These are chat archives for atomix/atomix

11th
Jan 2017
Jordan Halterman
@kuujo
Jan 11 2017 02:04
I can do it any time you guys feel good about it
not particularly waiting on anything else
Thiago Santos
@thiagoss
Jan 11 2017 02:45
Finished tests a while ago. Couldn't reproduce the issue. Thanks @kuujo !
Jordan Halterman
@kuujo
Jan 11 2017 02:47
@jhall11
I mean, I have other stuff in progress but this is critical bug fix so no need to wait
That's awesome!
It was a great find, as I like to say
Jordan Halterman
@kuujo
Jan 11 2017 08:47
I actually think I managed to get all my changes into Atomix anyways… I’ll release it tomorrow if we need it to be released
hazemkmammu
@hazemkmammu
Jan 11 2017 09:55

@kuujo The way I understand it, the only way to send a direct message is,

GroupMember member = group.member("foo");
MessageProducer<String> producer = member.messaging().producer("bar");
producer.send("baz").thenRun(() -> {
  // Message acknowledged
});

group. member("foo") returns null when the node "foo" has failed/crashed. So there is no way to send a direct message when a node that is a persistent member has rejoined. Thanks for explaining the SYNC, ASYNC options. However they are relevant only after the message is sent.

hazemkmammu
@hazemkmammu
Jan 11 2017 10:01

I also noticed something else (unrelated to the concern above).

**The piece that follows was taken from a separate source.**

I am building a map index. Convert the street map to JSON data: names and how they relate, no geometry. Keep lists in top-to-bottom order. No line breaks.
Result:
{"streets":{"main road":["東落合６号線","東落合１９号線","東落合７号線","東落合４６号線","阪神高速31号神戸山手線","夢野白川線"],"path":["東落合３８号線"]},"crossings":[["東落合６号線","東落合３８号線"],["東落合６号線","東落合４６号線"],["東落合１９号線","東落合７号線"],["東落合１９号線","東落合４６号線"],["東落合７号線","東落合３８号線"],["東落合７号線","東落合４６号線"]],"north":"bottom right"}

I left my web application idle for 3+ hours and when I came back and tried to broadcast messages from one instance, the messages were never sent. That means the messages were not acknowledged. I think the reason is because the persistent membership session has expired and any node listening to it's message consumer queue would be invalidated. That's all right.

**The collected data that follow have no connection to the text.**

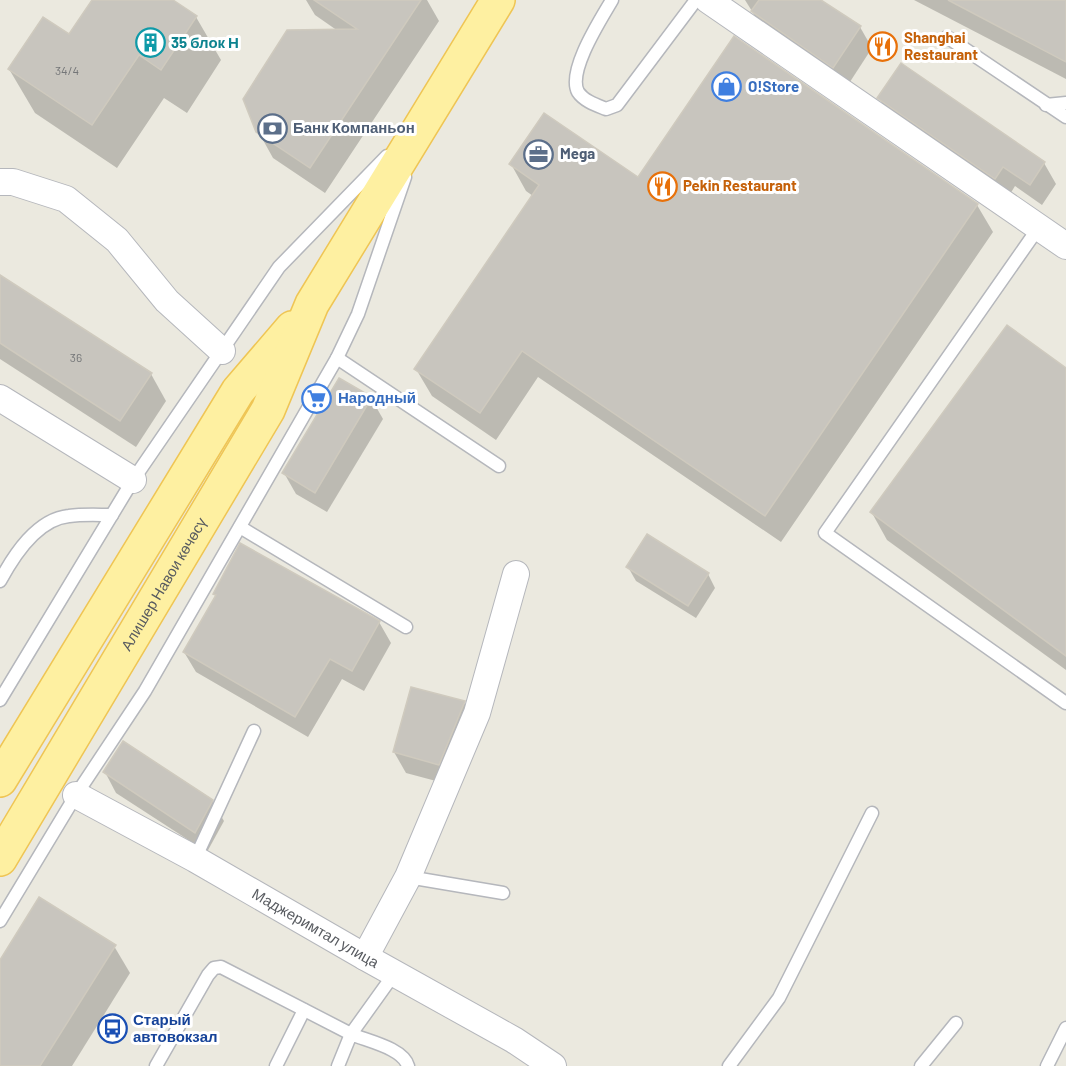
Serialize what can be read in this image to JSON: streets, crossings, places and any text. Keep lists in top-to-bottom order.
{
  "streets": {
    "main road": ["Алишер Навои көчөсү"],
    "street": ["Маджеримтал улица"]
  },
  "places": {
    "building": ["35 блок Н"],
    "restaurant": ["Shanghai Restaurant", "Pekin Restaurant"],
    "shop": ["O!Store"],
    "bank": ["Банк Компаньон"],
    "office": ["Mega"],
    "supermarket": ["Народный"],
    "bus stop": ["Старый автовокзал"]
  },
  "house_numbers": ["34/4", "36"]
}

To confirm this behaviour, I called joinGroup with DistributeGroup.Config options with member expiry duration set to 2 minutes. However, I never saw the session expiring after waiting for 30 minutes. Did I do something wrong?

Jordan Halterman
@kuujo
Jan 11 2017 10:01
Yeah… so currently DistributedGroup can be configured with an expration that defaults to Duration.ZERO but prevents persistent members from being removed for the duration after a failure. That certainly doesn’t seem like a great default behavior, but the problem is that groups can and should also be able to detect when a persistent member crashed. So, I think that expiration needs to be removed and a status constant and listener needs to be added to GroupMember instead
hmm...
hazemkmammu
@hazemkmammu
Jan 11 2017 10:05
Can group.onLeave(..) be used to listen to a persistent member crash ?
Jordan Halterman
@kuujo
Jan 11 2017 10:07

It can with the current behavior, but I don’t think that’s correct. A persistent member shouldn’t be removed from the group when its session expires. Currently, when a client with a persistent member’s session expires, the state on the servers isn’t removed, but events are sent to clients notifying them that the member was removed. It should just be a state change for persistent members.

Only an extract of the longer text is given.